Los Decentes, así llamaron al movimiento por el cual Petro se lanzó a la Presidencia. Este movimiento sacó, en las elecciones del congreso, 4 senadores. Uno de ellos, un señor Gustavo Bolivar, que mas bien parece un gamín, quien en cada intervención pública o video que circula, no ahorra palabras de odio contra Uribe y contra los uribistas. Ha sentenciado, inclusive, que no descansará hasta ver a Uribe en la cárcel.

Creo que debemos estar muy atentos, Petro y muchos de sus amigos no representan nada diferente al odio de clases y están apostándole a que ese odio les ayude en las urnas. Pero lo más incoherente es que estos mismos promotores del odio se presentan, ante los medios, con un discurso sobre paz y reconciliación. Pero esto es un engaño. Hay cientos de evidencias de sus verdaderas intenciones.

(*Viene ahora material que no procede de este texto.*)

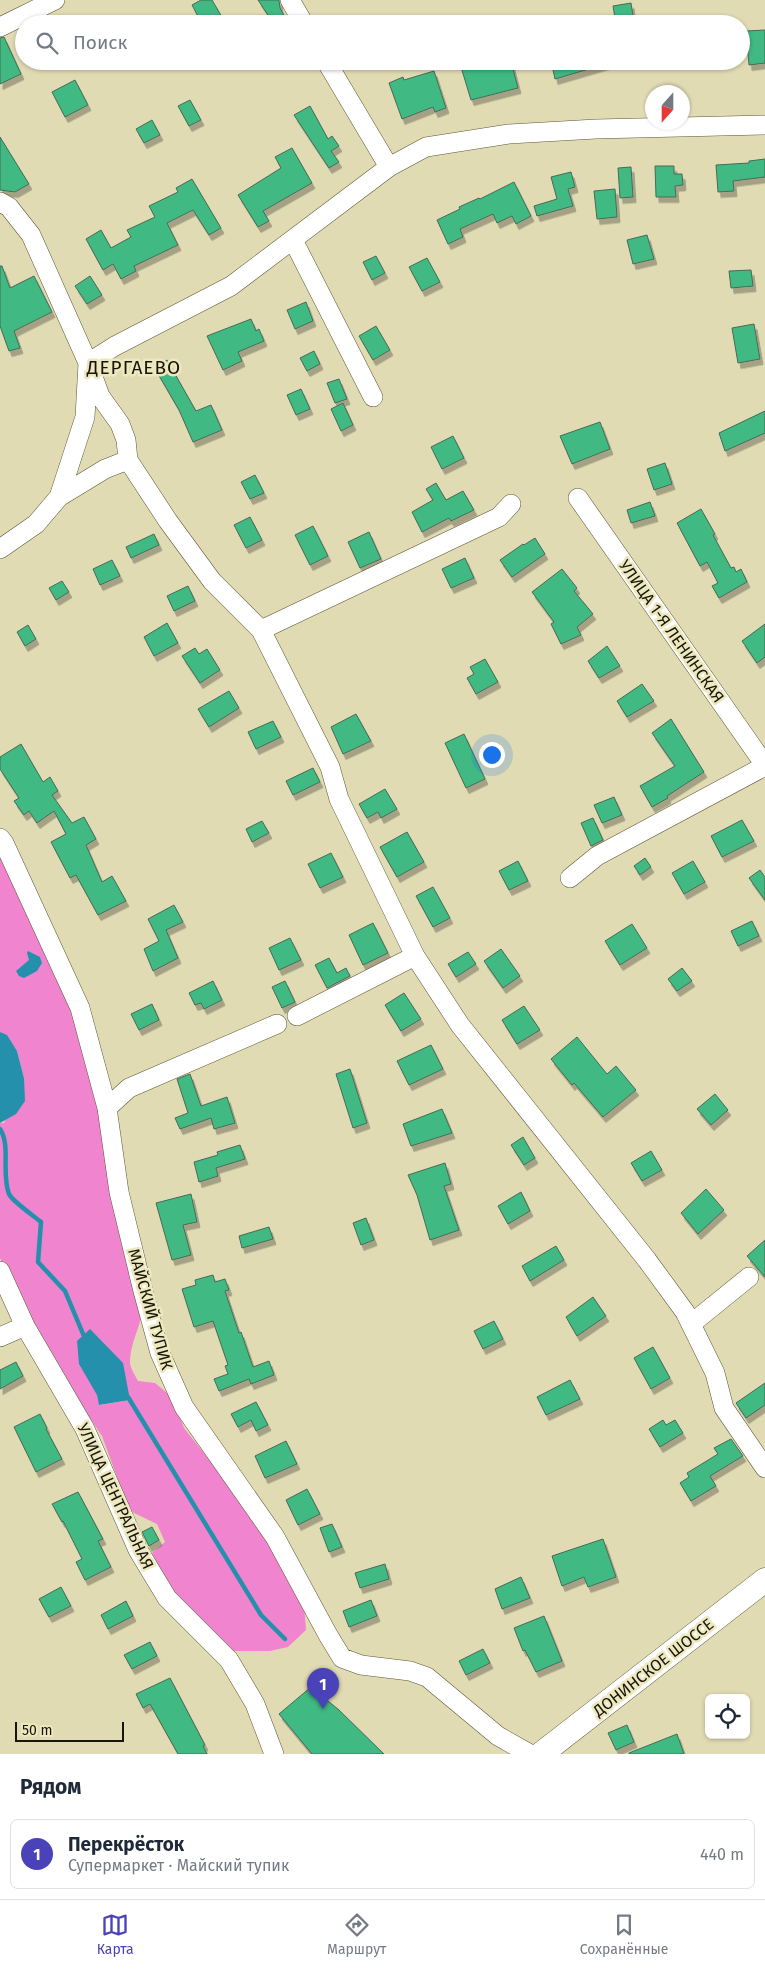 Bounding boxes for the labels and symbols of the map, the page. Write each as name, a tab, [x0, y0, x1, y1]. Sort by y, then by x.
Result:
north arrow	[645, 85, 690, 130]
district label: ДЕРГАЕВО	[86, 356, 181, 379]
street label: УЛИЦА 1-Я ЛЕНИНСКАЯ	[615, 556, 728, 706]
your location	[479, 742, 505, 768]
street label: МАЙСКИЙ ТУПИК	[124, 1246, 177, 1372]
street label: УЛИЦА ЦЕНТРАЛЬНАЯ	[73, 1420, 158, 1572]
street label: ДОНИНСКОЕ ШОССЕ	[589, 1614, 717, 1721]
pin: 1	[307, 1668, 339, 1709]
scale bar	[15, 1719, 124, 1742]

Nada parece ser coherente, muchas cosas dice el ex guerrillero del M-19 nunca juzgado por la masacre de mas de 80 personas en el Palacio de Justicia a manos del grupo del cual era un dirigente. Habla de paz al mismo tiempo que incita al odio y a la violencia, habla de debate de las ideas mientras hace burdos montajes.

Petro tiene una característica, jamás dice algo positivo. Muchos dicen que fue un excelente Senador, pero reto a cualquiera a que me muestre algún aporte positivo durante su paso por el Senado. Para Petro, todo aquel que no este con él o es paramilitar o es mafioso, o las dos cosas al tiempo. En su alcaldía, la mayoría de los bogotanos – aunque no soy bogotano, vivo en esa ciudad hace más de 40 años, por tanto me considero bogotano- estamos de acuerdo en que fue un pésimo ejecutor, quizás el peor alcalde de la historia capitalina y son varias las investigaciones fiscales en las que lo acusan de varios y graves detrimentos patrimoniales, algunos de ellos, rayando en presuntos actos de corrupción.

Vivimos un momento histórico, en el cual, si llega a ganar Petro la presidencia, su talante autoritario y populista, nos pondrá a merced de ideologías Castro Comunistas, como las que han proliferado en varios países de la America Latina.